By the end of this lesson, you will be able to:

Apply element-wise functions with .map() and Series.apply()
Apply row-wise or column-wise functions with DataFrame.apply()
Prefer vectorized operations over apply() for performance
Use np.where() and np.select() for conditional column creation

Prerequisites

pandas Series and DataFrame operations
Python functions, lambda expressions
NumPy basics (arrays, broadcasting)

Lesson Outline

Part 1: Series.map() and Series.apply() (30 minutes)

Explanation

Series.map() applies a transformation element by element using a function, dict, or Series.

Use it when you need to:

Translate values using a lookup dict (e.g., product_id → product_name)
Apply a simple function to each element independently

python

import pandas as pd
 
orders = pd.DataFrame({
    "order_id":   [1, 2, 3, 4, 5],
    "product_id": [101, 102, 101, 103, 102],
    "quantity":   [3, 1, 5, 2, 4],
})
 
# Map product_id to name using a dict
product_lookup = {101: "Widget", 102: "Gadget", 103: "Tool"}
orders["product_name"] = orders["product_id"].map(product_lookup)
print(orders)

Lambda with map — apply a transformation function:

python

import pandas as pd
 
scores = pd.DataFrame({
    "student": ["Alice", "Bob", "Carol", "Dave", "Eve"],
    "score":   [92, 74, 88, 61, 95],
})
 
# Map numeric score to letter grade
def score_to_grade(s):
    if s >= 90: return "A"
    elif s >= 80: return "B"
    elif s >= 70: return "C"
    else: return "D"
 
scores["grade"] = scores["score"].map(score_to_grade)
print(scores)

Series.apply() is nearly identical to map for single-argument functions. Use apply when your function has complex branching or needs access to external state.

python

import pandas as pd
 
employees = pd.DataFrame({
    "name":   ["Alice", "Bob", "Carol", "Dave"],
    "salary": [110000, 72000, 88000, 65000],
    "years":  [7, 2, 5, 3],
})
 
# Apply a custom bonus calculation function per row's salary
def compute_bonus(salary):
    if salary >= 100000:
        return salary * 0.15
    elif salary >= 80000:
        return salary * 0.10
    else:
        return salary * 0.07
 
employees["bonus"] = employees["salary"].apply(compute_bonus)
print(employees)

<PracticeBlock prompt="Use .map() with a dict to add a 'category' column to the orders DataFrame (map product_id to category). Then use .map() with a function to add a 'size_label' column: quantity >= 5 → 'Large', >= 2 → 'Medium', else 'Small'." initialCode={`import pandas as pd

orders = pd.DataFrame({ "order_id": [1, 2, 3, 4, 5, 6], "product_id": [101, 102, 101, 103, 102, 103], "quantity": [3, 1, 5, 2, 4, 6], })

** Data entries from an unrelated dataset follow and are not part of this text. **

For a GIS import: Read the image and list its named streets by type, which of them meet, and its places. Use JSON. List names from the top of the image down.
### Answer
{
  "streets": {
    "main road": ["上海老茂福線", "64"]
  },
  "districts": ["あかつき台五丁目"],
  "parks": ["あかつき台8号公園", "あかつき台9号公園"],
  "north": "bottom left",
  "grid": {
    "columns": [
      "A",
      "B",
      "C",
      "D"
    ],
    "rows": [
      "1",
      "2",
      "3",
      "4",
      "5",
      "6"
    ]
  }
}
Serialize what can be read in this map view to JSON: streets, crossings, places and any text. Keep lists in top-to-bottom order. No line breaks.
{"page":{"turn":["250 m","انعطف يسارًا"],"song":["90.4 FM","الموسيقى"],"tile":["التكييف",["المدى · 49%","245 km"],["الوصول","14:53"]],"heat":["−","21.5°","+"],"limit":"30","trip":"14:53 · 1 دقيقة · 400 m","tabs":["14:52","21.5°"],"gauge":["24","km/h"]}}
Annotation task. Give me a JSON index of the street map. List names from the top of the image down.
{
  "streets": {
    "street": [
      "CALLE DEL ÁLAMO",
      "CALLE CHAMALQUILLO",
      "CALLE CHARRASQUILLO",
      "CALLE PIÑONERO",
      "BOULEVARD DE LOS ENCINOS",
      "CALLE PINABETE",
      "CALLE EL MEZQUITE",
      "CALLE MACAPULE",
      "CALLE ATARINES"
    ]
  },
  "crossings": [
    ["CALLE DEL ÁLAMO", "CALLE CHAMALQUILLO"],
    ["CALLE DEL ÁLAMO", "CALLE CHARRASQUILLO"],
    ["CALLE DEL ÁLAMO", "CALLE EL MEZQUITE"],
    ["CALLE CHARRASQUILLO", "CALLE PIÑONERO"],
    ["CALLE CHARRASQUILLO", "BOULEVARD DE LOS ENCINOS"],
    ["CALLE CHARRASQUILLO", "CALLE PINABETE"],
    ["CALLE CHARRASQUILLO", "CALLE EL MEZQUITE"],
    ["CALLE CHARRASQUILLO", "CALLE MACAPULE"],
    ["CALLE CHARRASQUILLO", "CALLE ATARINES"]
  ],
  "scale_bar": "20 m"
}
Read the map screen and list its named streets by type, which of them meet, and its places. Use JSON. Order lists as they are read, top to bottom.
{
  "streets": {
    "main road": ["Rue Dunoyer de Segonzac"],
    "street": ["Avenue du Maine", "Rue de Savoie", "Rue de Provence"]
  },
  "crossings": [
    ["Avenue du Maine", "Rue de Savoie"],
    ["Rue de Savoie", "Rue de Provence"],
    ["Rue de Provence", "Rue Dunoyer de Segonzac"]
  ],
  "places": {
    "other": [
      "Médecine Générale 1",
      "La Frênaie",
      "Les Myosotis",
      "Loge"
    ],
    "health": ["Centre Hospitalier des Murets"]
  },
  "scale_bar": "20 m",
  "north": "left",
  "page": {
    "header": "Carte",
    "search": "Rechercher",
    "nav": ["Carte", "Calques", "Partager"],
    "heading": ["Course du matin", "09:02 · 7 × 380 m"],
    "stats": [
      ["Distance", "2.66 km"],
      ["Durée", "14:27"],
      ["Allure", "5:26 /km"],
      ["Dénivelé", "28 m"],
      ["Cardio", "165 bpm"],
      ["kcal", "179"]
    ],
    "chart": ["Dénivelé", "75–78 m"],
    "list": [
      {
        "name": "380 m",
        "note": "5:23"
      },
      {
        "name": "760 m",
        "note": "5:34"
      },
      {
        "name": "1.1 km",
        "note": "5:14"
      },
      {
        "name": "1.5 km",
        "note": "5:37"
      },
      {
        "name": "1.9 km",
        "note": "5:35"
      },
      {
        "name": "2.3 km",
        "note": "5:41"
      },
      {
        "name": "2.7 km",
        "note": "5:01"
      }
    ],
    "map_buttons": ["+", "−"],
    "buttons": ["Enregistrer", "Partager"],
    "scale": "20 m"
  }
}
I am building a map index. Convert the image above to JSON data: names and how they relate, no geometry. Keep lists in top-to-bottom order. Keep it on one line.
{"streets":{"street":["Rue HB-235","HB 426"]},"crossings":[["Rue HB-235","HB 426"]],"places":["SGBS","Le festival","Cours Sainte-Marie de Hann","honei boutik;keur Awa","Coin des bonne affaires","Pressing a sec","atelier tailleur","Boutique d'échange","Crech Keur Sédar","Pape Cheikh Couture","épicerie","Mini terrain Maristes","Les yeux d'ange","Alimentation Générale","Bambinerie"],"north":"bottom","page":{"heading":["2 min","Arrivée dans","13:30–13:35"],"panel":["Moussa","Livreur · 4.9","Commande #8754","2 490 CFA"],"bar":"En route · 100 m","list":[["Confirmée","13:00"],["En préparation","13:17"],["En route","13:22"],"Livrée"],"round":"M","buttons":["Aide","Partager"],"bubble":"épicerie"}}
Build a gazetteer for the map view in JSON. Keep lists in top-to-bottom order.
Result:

Map product_id to category

category_lookup = {101: "Hardware", 102: "Electronics", 103: "Hardware"} orders["category"] =

Map quantity to size label

def size_label(qty): # your logic here pass

orders["size_label"] =

print(orders) } hint="orders['category'] = orders['product_id'].map(category_lookup). For size_label: if qty >= 5 return 'Large', elif qty >= 2 return 'Medium', else 'Small'. Then orders['size_label'] = orders['quantity'].map(size_label)." solution={import pandas as pd

orders = pd.DataFrame({ "order_id": [1, 2, 3, 4, 5, 6], "product_id": [101, 102, 101, 103, 102, 103], "quantity": [3, 1, 5, 2, 4, 6], })

category_lookup = {101: "Hardware", 102: "Electronics", 103: "Hardware"} orders["category"] = orders["product_id"].map(category_lookup)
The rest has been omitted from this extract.